Die Modernisierung wurde auch durch die Söhne Giuseppe (1906 - 1993) and Carlo (1908 - 1984) fortgesetzt, wobei auch mit der Gründung von ausländischen Vertriebs- und Produktions- Niederlassungen zur Belieferung von Militär und Exekutive begonnen wurde.
Der 1. Weltkrieg bedeutete einen erneuten Einschnitt in der Ge­schichte der Firma. Ab 1917 be­mühte sich Beretta in Zusammen­arbeit mit dem Kriegsministerium, die Armee mit neukonstruierten Pi­stolen auszurüsten. Es war auch die Firma Beretta, die als erste mit der Produktion der "Villar-Perosa" ­Maschinenpistole Neuland be­schritt. Dies war immerhin wohl eine der ersten Maschinenpistolen überhaupt.

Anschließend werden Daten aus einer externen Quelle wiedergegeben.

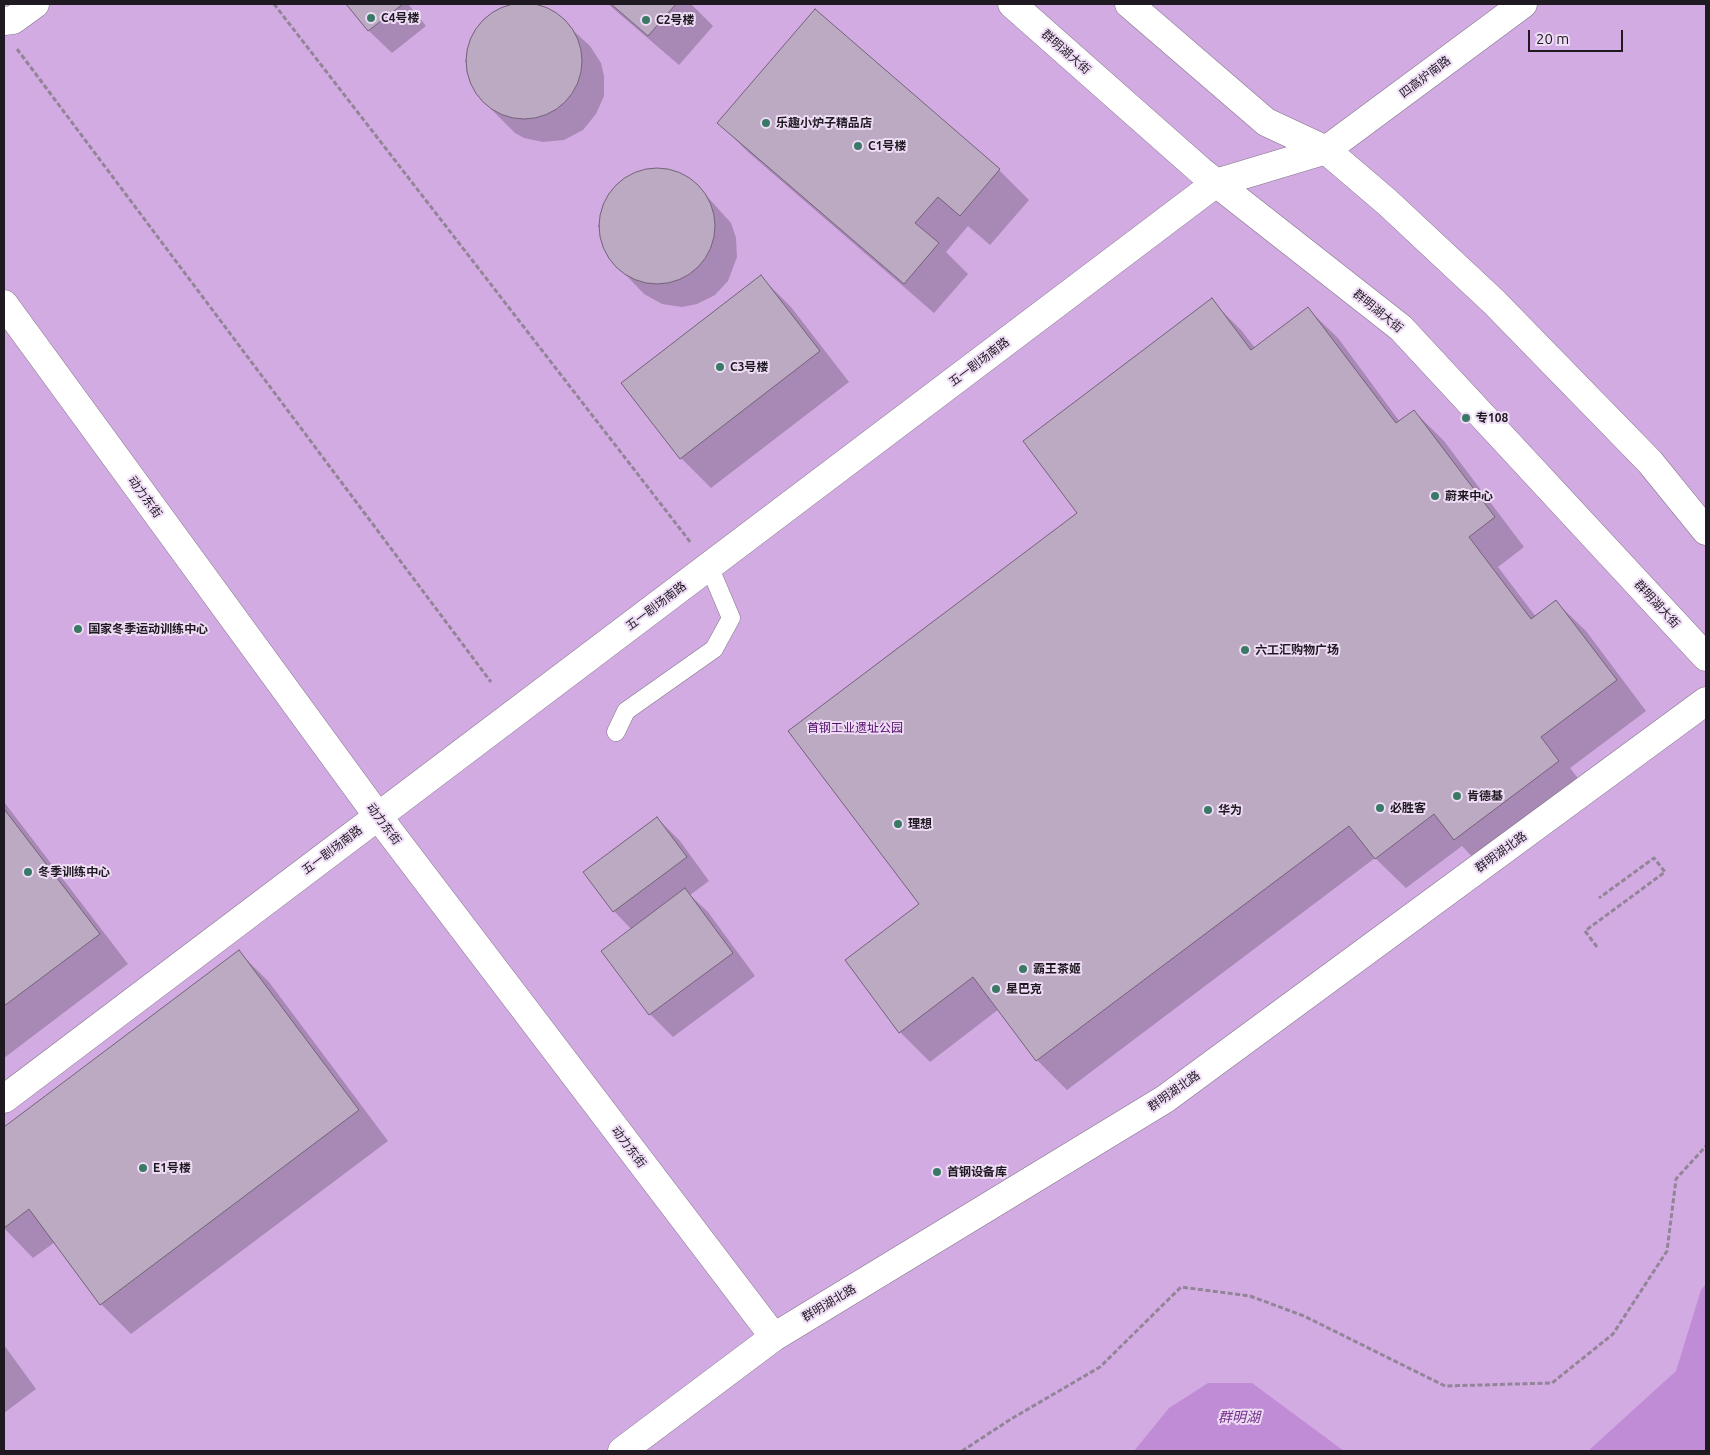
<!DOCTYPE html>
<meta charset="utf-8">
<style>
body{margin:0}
#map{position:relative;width:1710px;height:1455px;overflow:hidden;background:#eedcf5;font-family:Ubuntu,sans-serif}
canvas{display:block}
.frame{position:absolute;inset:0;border:5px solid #1f1922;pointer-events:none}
.scale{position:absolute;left:1528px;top:30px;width:95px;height:22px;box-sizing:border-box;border:2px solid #1f1922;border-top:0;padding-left:6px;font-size:15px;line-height:18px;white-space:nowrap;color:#1f1922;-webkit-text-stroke:4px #eedcf5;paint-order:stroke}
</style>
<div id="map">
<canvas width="1710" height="1455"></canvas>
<div class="frame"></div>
<div class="scale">20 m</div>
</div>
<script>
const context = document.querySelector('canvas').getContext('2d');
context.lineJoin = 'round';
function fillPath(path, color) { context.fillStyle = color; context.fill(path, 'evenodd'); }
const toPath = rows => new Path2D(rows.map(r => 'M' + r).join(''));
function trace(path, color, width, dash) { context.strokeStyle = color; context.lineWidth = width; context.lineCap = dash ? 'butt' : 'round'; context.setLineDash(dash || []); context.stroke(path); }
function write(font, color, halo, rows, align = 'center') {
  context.font = font + ' Ubuntu,"Noto Sans SC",sans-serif'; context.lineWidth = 4; context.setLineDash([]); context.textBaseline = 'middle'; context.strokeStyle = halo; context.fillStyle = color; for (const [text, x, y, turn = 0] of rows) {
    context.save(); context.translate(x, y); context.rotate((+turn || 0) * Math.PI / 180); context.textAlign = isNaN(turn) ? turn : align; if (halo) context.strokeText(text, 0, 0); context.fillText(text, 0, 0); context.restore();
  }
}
const green = toPath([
 [4,4,1706,4,1706,1451,4,1451]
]);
const water = toPath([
 [1706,1284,1706,1451,1588,1451,1676,1371,1701,1290],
 [1208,1383,1252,1383,1344,1451,1134,1451,1169,1408]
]);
const shadow = toPath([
 [348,4,408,4,426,26,392,53,369,31],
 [518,4,538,5,551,10,590,46,601,63,604,76,604,96,596,114,583,130,564,140,543,142,524,138,515,133,477,95,466,69,467,49,472,35,484,19,498,9],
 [608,4,691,4,713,26,679,65],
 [815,11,999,170,1029,200,990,245,968,226,946,252,968,274,934,313,748,152,718,122],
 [655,169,674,171,696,184,731,223,736,238,737,257,728,281,715,295,697,304,682,307,662,304,644,294,607,255,600,229,602,210,615,187,631,175],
 [761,277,791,307,849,382,711,488,681,458],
 [1211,300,1241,330,1255,348,1308,309,1338,338,1400,422,1414,411,1444,441,1524,547,1498,567,1536,617,1556,602,1586,631,1646,711,1570,768,1588,791,1484,869,1462,846,1406,888,1375,858,1067,1090,1037,1060,999,1009,930,1062,900,1032,921,904,1079,513],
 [4,802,128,964,4,1058],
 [657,818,680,841,709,881,690,895,708,912,755,976,673,1037,650,1014,632,930,614,911],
 [239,952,269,982,388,1141,131,1334,101,1304,55,1242,33,1258,4,1228,4,1128],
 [4,1345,36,1389,4,1413]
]);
const building = toPath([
 '466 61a58 58 0 1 1 116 0a58 58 0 1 1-116 0Z',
 [346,4,403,4,368,31,346,4],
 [611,4,676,4,648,36,611,4],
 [815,9,1000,169,960,216,938,197,915,223,939,243,904,284,717,123,815,9],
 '599 226a58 58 0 1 1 116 0a58 58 0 1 1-116 0Z',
 [761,275,820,351,680,459,621,383,761,275],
 [1212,298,1251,350,1308,307,1396,423,1414,410,1495,517,1469,537,1531,619,1556,600,1617,680,1541,737,1559,761,1454,840,1434,814,1375,859,1349,826,1036,1061,973,977,899,1033,845,960,919,904,788,731,1077,513,1023,441,1212,298],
 [4,809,100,934,4,1006,4,809],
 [657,817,687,857,613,912,583,872,657,817],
 [685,888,733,953,649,1015,601,951,685,888],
 [239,950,359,1110,100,1305,29,1209,4,1228,4,1127,239,950]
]);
const path = toPath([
 [274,4,691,543],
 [17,49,491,682],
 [1597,947,1585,931,1665,872,1654,858,1599,898],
 [962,1451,1011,1419,1100,1367,1181,1287,1250,1296,1304,1316,1445,1386,1552,1383,1613,1334,1667,1251,1676,1179,1706,1146]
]);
const service = toPath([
 [616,732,626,711,714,649,731,618,709,566]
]);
const minor = toPath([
 [4,21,13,20,35,4],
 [1326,150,1523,4]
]);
const tertiary = toPath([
 [4,304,377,815,774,1337],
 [4,1099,1216,183,1326,150],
 [622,1451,774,1337,1165,1099,1706,701]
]);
const secondary = toPath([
 [1012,4,1201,171,1401,328,1706,657],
 [1129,4,1266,122,1326,150,1387,202,1494,302,1650,462,1706,531]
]);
const markers = [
 [371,18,5,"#3a7966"],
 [646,20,5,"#3a7966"],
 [766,123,5,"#3a7966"],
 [858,146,5,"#3a7966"],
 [720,367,5,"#3a7966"],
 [1466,418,5,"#3a7966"],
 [1435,496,5,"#3a7966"],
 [78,629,5,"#3a7966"],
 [1245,650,5,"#3a7966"],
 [1457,796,5,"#3a7966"],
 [1380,808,5,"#3a7966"],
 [1208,810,5,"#3a7966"],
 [898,824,5,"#3a7966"],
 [28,872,5,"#3a7966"],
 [1023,969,5,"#3a7966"],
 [996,989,5,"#3a7966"],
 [143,1168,5,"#3a7966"],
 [937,1172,5,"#3a7966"]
];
const poiNames = [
 ["C4号楼",381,18],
 ["C2号楼",656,20],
 ["乐趣小炉子精品店",776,123],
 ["C1号楼",868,146],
 ["C3号楼",730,367],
 ["专108",1476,418],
 ["蔚来中心",1445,496],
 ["国家冬季运动训练中心",88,629],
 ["六工汇购物广场",1255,650],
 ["肯德基",1467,796],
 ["必胜客",1390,808],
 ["华为",1218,810],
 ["理想",908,824],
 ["冬季训练中心",38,872],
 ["霸王茶姬",1033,969],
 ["星巴克",1006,989],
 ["E1号楼",153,1168],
 ["首钢设备库",947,1172]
];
const streetNames = [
 ["群明湖大街",1066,52,41],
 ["四高炉南路",1425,77,-37],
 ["群明湖大街",1378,311,39],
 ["五一剧场南路",979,362,-37],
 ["动力东街",145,497,54],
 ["群明湖大街",1657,604,47],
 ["五一剧场南路",656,606,-37],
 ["动力东街",384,824,53],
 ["五一剧场南路",332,850,-37],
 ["群明湖北路",1501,852,-36],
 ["群明湖北路",1174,1091,-35],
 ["动力东街",629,1147,53],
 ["群明湖北路",829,1303,-31]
];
const parkNames = [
 ["首钢工业遗址公园",855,728]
];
const waterNames = [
 ["群明湖",1239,1417]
];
fillPath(green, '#d2abe2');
fillPath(water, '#c18cd6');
fillPath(shadow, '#0003');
fillPath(building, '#bbaac2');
trace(building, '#736379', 1);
trace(service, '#84748b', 19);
trace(minor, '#84748b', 29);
trace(tertiary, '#84748b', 29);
trace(secondary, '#84748b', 29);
trace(path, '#928597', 3, [5, 2.5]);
trace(service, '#fff', 18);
trace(minor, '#fff', 28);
trace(tertiary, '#fff', 28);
trace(secondary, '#fff', 28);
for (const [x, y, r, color] of markers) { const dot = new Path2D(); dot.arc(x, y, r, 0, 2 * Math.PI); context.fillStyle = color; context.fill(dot); trace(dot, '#eedcf5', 2); }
write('bold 12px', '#1f1922', '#eedcf5', poiNames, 'left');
write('12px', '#1f1922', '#eedcf5', streetNames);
write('12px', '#530c68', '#eedcf5', parkNames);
write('italic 14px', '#723088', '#eedcf5', waterNames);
</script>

Auch nach dem 1. Weltkrieg konnte sich die Firma vergrößern. Mehr Personal wurde eingestellt, und die Grundfläche wurde vergrößert. Ein eigenes Kraftwerk wurde eingerichtet, und 1923 war Beretta maßgebend betei­ligt an der Gründung des Beschußamtes in Gardone. Immer galt für Beretta aber der Grundsatz, daß modernste Fertigungsmethoden keine Verminderung der Qualität bedeuten dürfen.
Während des 2. Weltkrieges ver­legte Pietro Beretta die Produktion in weitläufige Galerien, die in einen nahegelegenen Berg gegraben wa­ren. Diese unterirdischen Hallen und Gänge werden heute noch als Schießstände verwendet.
Nach dem Kriege führte die Firma Beretta, die inzwischen ca. 1500 Leute beschäftigte, die Produktion weiter. Hergestellt wurden rnilitä­rische Waffen, aber auch Waffen für den zivilen Markt. Besonders bemerkenswert sind dabei die Flin­ten, die Beretta bei ständig steigen­der Qualität immer preiswerter herzustellen vermochte. Dadurch gelang es der Firma, auch auf Ex­portmärkte vorzustoßen, die ihr vorher verschlossen waren. Pietro Beretta, der in seinem Leben viele Ehrungen und Titel empfangen hatte, starb am 1. Mai 1957. Seine Söhne Guiseppe und Carlo führten die Firma in seinem Geiste fort.
Heute, unter der Leitung von Ugo Gussalli Beretta und seinen Söhnen Pietro and Franco, bricht Beretta mit dem Vorteil jahrhundertlanger Erfahrung ins 3.Jahrtausend auf.